# WHAT TO WORK ON:
Pull out each line of the records holding the string "Mohammad".
AVAILABLE RECORDS: Begin
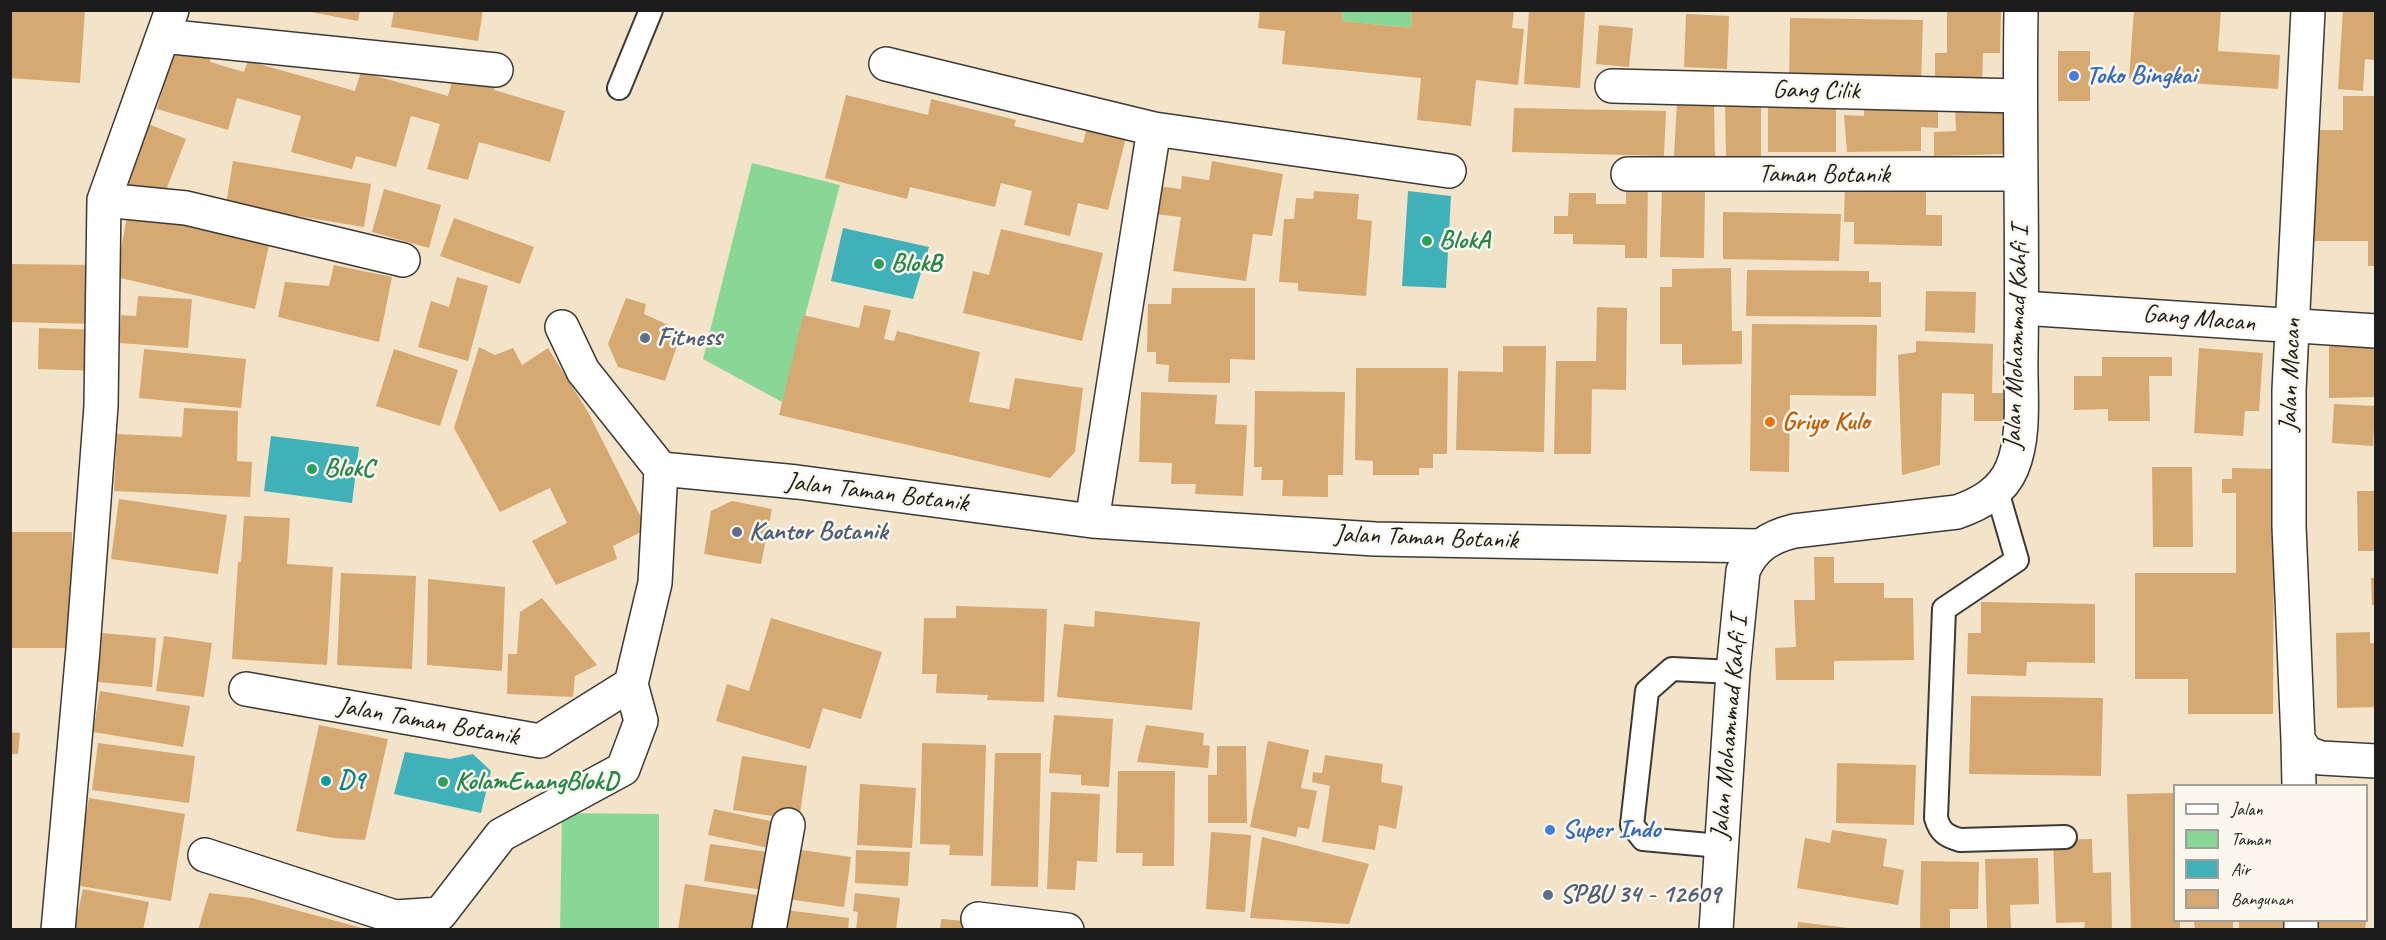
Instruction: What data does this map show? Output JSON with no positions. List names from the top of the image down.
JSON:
{
  "streets": {
    "street": [
      "Gang Cilik",
      "Taman Botanik",
      "Gang Macan",
      "Jalan Mohammad Kahfi I",
      "Jalan Macan",
      "Jalan Taman Botanik"
    ]
  },
  "crossings": [
    ["Gang Cilik", "Jalan Mohammad Kahfi I"],
    ["Taman Botanik", "Jalan Mohammad Kahfi I"],
    ["Gang Macan", "Jalan Mohammad Kahfi I"],
    ["Gang Macan", "Jalan Macan"],
    ["Jalan Mohammad Kahfi I", "Jalan Taman Botanik"]
  ],
  "places": [
    "Toko Bingkai",
    "BlokA",
    "BlokB",
    "Fitness",
    "Griyo Kulo",
    "BlokC",
    "Kantor Botanik",
    "D9",
    "KolamEnangBlokD",
    "Super Indo",
    "SPBU 34 - 12609"
  ],
  "legend": [
    "Jalan",
    "Taman",
    "Air",
    "Bangunan"
  ]
}
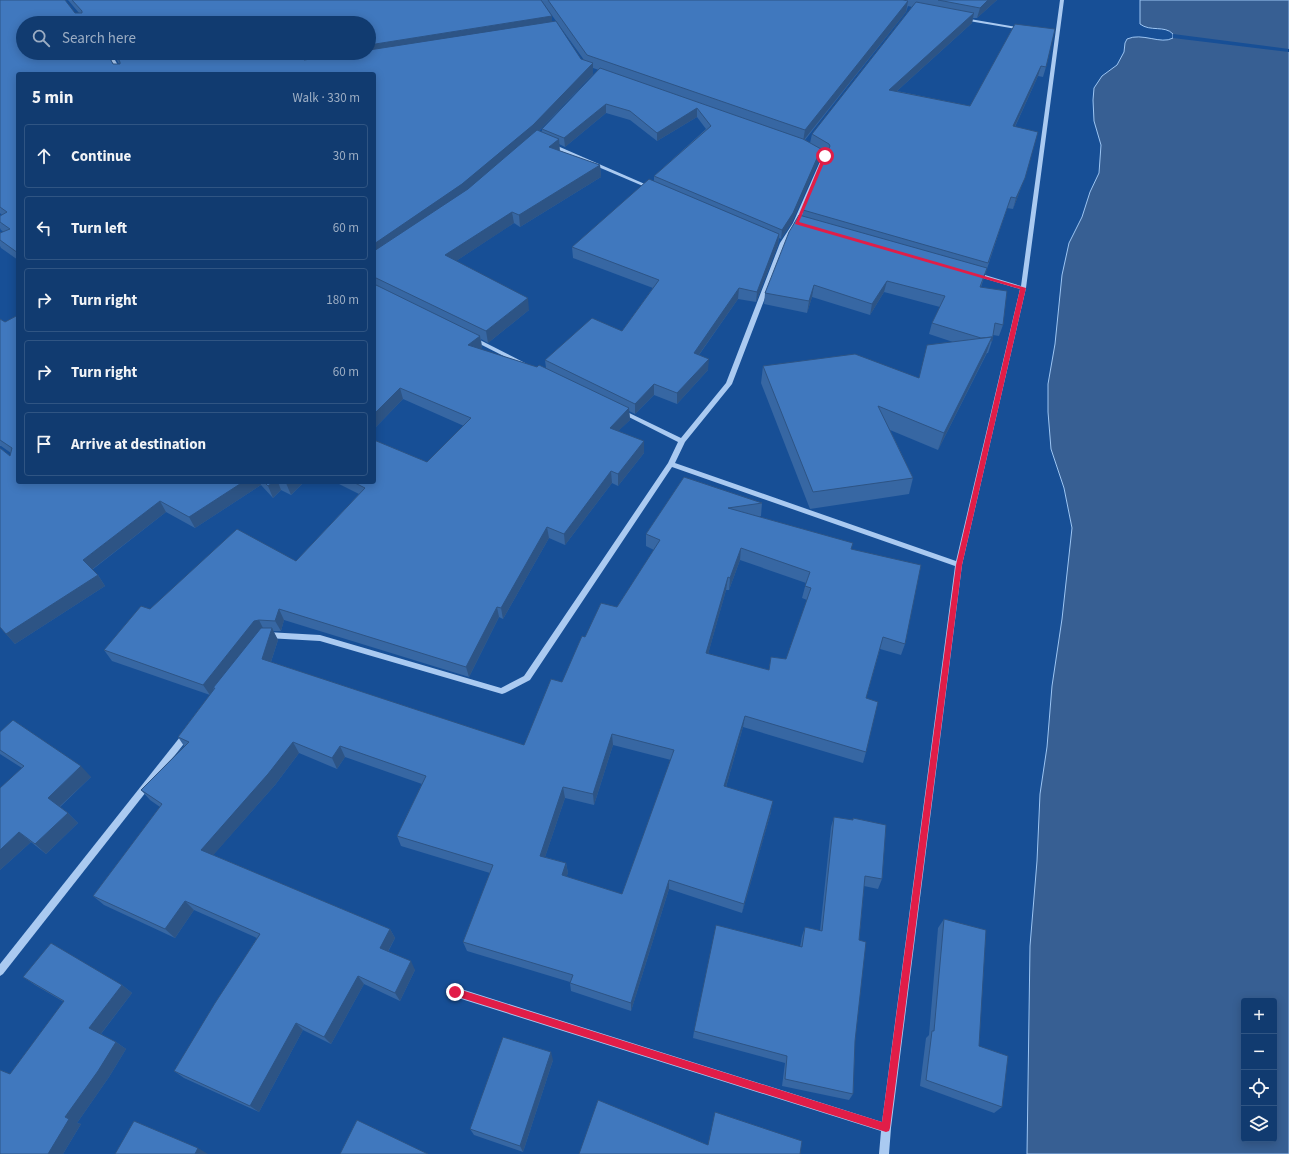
AVAILABLE RECORDS: End
# REPLY TO THE EXERCISE:
      "Jalan Mohammad Kahfi I",
    ["Gang Cilik", "Jalan Mohammad Kahfi I"],
    ["Taman Botanik", "Jalan Mohammad Kahfi I"],
    ["Gang Macan", "Jalan Mohammad Kahfi I"],
    ["Jalan Mohammad Kahfi I", "Jalan Taman Botanik"]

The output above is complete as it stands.